• Task to carry out:
Return every line of the data that contains the string "rule".

*** Material provided Section Begins ***

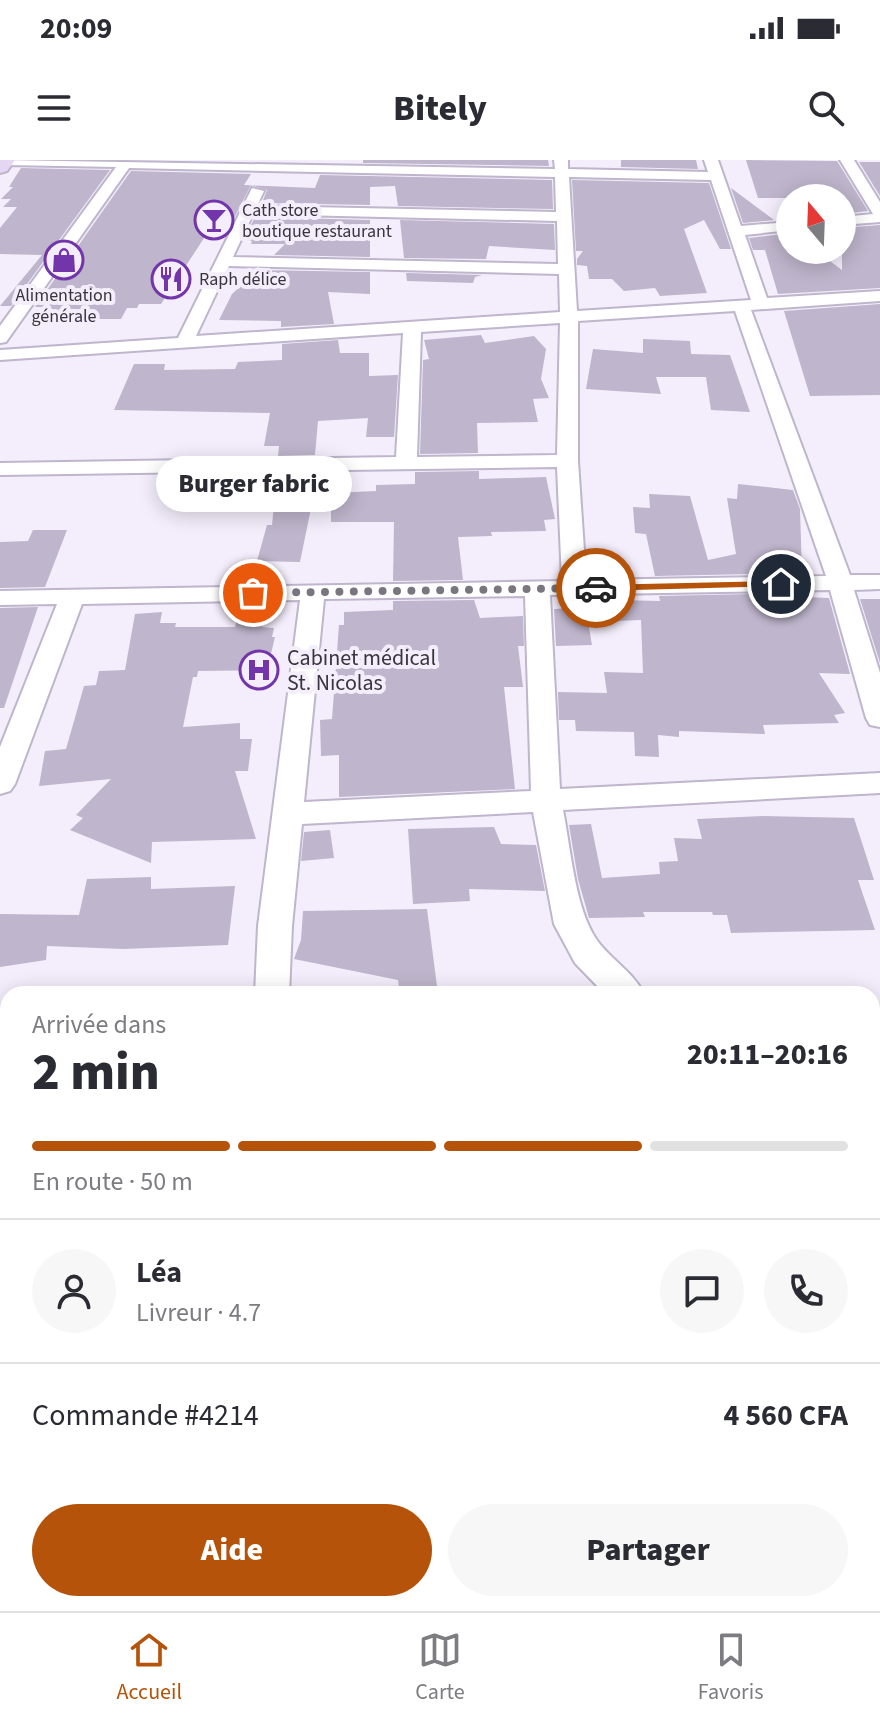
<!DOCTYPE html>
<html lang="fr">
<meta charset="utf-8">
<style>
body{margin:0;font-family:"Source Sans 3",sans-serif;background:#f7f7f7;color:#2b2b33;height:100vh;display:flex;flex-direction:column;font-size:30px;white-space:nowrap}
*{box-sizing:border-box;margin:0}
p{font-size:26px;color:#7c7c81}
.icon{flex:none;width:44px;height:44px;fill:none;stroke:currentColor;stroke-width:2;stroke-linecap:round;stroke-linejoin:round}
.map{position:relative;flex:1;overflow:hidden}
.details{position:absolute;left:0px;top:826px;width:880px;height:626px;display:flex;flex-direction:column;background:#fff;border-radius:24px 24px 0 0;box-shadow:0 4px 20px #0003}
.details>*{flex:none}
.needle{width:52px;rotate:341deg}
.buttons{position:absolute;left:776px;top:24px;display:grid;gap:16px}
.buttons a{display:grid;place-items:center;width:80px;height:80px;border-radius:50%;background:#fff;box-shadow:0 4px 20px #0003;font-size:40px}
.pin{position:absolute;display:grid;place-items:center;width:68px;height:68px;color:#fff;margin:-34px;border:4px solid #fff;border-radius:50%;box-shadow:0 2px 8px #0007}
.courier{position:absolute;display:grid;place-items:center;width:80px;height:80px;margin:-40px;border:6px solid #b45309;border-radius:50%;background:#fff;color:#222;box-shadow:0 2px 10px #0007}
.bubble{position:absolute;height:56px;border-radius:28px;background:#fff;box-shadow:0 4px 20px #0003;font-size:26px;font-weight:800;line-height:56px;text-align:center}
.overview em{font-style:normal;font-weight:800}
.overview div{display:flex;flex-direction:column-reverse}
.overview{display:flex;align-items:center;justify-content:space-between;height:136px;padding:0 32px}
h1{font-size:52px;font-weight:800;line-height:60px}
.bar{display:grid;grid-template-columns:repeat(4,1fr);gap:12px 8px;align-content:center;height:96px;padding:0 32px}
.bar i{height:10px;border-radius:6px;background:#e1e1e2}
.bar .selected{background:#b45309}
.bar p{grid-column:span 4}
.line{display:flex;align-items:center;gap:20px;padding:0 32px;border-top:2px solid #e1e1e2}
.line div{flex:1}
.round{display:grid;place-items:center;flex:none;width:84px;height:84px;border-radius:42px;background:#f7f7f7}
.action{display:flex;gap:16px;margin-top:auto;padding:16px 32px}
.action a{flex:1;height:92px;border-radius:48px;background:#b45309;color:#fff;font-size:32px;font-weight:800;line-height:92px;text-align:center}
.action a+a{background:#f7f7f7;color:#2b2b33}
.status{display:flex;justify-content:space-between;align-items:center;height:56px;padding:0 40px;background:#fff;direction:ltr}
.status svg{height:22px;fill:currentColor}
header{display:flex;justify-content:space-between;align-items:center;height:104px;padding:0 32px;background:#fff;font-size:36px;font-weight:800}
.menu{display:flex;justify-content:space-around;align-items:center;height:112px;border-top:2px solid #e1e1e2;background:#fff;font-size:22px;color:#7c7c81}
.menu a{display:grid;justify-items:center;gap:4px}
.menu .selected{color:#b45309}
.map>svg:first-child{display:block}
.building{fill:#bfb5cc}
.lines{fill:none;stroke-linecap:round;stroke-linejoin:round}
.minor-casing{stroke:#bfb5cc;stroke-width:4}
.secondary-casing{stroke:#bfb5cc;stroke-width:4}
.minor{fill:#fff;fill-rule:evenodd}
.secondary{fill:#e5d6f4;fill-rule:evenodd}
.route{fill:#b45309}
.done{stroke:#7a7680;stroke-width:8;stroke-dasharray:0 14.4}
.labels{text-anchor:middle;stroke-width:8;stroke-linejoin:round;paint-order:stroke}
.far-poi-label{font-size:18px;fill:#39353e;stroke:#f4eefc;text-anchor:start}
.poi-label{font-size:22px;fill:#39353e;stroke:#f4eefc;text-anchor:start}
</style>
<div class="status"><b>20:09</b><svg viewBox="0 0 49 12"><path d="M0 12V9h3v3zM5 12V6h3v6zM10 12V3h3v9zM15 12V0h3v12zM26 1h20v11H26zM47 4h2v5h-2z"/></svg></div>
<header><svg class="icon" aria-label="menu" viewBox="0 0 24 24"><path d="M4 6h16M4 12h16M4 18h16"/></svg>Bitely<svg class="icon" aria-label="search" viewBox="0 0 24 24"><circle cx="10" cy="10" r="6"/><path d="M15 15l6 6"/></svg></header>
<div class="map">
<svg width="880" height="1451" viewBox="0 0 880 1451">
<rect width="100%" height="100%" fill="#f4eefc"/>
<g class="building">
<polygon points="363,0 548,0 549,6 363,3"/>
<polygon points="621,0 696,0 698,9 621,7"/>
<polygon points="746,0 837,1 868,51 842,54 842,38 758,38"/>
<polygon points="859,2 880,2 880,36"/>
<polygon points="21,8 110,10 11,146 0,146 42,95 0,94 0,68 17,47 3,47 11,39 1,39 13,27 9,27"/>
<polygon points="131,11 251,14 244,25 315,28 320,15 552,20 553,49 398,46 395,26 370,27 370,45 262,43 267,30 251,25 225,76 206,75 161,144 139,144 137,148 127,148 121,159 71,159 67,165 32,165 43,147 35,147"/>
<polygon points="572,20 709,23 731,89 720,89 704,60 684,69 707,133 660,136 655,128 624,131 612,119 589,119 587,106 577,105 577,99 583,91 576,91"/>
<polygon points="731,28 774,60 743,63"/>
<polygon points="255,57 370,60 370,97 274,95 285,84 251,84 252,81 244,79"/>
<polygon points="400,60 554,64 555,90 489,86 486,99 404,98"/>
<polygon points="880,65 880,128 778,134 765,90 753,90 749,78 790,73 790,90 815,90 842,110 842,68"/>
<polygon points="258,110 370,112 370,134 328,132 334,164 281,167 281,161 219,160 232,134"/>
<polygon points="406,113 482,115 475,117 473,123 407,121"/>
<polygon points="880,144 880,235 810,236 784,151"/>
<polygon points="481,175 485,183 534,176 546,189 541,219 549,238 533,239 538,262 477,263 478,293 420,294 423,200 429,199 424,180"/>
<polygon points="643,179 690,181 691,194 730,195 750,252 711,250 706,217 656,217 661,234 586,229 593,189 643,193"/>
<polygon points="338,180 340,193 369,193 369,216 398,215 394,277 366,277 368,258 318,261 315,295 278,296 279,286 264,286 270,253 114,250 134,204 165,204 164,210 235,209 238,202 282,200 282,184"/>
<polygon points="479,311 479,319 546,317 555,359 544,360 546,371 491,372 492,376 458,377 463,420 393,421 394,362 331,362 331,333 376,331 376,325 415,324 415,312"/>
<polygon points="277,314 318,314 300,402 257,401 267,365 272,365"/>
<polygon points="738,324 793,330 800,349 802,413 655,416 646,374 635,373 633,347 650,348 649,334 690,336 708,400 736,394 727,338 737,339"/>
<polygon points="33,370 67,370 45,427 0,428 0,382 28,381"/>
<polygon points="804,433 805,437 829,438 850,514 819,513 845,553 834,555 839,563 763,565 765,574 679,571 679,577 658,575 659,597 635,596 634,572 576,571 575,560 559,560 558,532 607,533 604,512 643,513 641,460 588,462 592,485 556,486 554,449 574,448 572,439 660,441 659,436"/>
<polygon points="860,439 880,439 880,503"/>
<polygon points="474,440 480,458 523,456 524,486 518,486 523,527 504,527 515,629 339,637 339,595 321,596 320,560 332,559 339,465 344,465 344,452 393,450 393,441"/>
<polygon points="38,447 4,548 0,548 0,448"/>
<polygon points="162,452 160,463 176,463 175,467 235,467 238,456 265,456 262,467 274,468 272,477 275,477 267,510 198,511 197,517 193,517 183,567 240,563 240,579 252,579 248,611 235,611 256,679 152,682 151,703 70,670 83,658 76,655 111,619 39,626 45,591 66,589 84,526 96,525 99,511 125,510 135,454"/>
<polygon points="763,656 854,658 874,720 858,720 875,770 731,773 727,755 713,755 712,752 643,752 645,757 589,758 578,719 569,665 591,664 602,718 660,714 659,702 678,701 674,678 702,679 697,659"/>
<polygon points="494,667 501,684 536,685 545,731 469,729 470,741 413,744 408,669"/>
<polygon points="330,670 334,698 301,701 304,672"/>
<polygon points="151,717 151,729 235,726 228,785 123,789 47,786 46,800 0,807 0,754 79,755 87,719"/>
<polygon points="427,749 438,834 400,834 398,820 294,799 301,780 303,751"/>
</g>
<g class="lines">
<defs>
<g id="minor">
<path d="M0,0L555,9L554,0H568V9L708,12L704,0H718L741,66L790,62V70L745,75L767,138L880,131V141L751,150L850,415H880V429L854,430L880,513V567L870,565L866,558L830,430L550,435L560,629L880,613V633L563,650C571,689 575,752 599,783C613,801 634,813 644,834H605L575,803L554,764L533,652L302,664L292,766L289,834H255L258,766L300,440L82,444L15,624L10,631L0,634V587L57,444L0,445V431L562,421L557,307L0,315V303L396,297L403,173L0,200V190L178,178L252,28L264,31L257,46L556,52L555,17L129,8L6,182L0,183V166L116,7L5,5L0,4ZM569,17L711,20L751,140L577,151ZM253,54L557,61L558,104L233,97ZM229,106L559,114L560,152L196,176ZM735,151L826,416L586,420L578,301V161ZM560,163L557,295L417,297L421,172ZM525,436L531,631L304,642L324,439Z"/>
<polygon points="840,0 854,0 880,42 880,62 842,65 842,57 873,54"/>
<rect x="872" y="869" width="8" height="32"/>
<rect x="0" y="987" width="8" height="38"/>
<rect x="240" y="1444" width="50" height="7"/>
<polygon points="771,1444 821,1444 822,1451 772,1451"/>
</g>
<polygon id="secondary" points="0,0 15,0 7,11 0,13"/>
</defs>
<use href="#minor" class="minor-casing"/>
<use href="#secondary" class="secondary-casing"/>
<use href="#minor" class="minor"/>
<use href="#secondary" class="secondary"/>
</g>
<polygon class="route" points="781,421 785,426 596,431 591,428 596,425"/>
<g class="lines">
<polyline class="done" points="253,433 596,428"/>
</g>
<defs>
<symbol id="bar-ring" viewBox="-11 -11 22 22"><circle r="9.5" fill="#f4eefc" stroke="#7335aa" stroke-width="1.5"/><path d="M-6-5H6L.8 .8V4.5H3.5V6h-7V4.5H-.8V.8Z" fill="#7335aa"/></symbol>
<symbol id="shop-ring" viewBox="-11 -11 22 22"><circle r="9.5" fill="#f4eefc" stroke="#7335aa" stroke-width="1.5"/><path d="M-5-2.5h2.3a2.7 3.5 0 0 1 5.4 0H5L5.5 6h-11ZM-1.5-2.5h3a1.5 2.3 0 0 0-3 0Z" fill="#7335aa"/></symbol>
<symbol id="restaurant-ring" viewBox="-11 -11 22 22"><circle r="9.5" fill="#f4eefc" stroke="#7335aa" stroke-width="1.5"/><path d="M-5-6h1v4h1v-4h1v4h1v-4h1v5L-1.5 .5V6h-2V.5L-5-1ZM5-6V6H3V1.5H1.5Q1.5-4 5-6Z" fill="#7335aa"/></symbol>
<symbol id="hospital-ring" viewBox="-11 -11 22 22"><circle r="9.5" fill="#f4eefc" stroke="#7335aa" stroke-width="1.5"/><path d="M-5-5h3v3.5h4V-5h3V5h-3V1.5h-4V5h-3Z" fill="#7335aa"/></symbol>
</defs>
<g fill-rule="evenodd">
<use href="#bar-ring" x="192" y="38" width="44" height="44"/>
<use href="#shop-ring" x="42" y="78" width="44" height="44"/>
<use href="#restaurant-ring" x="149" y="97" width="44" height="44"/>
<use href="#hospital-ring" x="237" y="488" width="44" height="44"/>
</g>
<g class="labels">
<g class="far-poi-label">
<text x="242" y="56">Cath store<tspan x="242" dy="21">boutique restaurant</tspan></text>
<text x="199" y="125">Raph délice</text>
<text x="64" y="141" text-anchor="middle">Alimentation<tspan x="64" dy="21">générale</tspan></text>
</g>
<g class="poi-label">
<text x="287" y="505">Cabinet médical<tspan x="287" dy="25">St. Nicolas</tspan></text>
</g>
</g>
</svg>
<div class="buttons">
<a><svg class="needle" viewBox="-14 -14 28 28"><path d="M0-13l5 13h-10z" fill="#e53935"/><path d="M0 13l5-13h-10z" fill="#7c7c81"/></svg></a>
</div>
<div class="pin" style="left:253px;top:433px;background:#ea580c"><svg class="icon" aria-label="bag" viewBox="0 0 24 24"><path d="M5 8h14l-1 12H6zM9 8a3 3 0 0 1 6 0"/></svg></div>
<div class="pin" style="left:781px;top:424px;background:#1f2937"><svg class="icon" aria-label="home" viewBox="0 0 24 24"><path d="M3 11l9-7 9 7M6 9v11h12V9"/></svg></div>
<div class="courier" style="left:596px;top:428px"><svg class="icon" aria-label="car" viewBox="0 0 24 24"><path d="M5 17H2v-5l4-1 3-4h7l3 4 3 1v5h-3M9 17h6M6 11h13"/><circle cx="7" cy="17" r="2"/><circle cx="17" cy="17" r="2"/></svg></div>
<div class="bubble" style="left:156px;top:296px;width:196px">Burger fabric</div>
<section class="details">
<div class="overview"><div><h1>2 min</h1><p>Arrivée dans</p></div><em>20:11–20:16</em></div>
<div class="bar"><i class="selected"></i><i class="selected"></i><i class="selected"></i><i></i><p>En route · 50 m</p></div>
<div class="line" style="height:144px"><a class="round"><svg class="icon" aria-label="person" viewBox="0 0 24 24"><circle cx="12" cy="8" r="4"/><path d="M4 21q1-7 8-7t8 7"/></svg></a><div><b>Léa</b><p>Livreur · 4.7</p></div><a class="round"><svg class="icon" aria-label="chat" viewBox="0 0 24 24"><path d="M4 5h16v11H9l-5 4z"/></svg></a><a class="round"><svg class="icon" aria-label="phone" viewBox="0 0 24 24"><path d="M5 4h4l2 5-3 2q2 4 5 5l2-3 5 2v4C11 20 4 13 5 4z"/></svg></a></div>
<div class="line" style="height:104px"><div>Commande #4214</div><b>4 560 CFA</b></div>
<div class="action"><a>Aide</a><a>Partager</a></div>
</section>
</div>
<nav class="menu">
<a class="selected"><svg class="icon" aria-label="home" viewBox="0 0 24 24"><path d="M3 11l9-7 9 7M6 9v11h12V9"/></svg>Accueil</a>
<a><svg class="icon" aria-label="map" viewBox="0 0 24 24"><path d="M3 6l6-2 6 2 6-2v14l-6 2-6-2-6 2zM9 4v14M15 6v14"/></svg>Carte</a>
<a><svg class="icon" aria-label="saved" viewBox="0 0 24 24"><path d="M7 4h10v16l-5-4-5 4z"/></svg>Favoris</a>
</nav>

*** Material provided Section Ends ***

• Solution below:
.minor{fill:#fff;fill-rule:evenodd}
.secondary{fill:#e5d6f4;fill-rule:evenodd}
<g fill-rule="evenodd">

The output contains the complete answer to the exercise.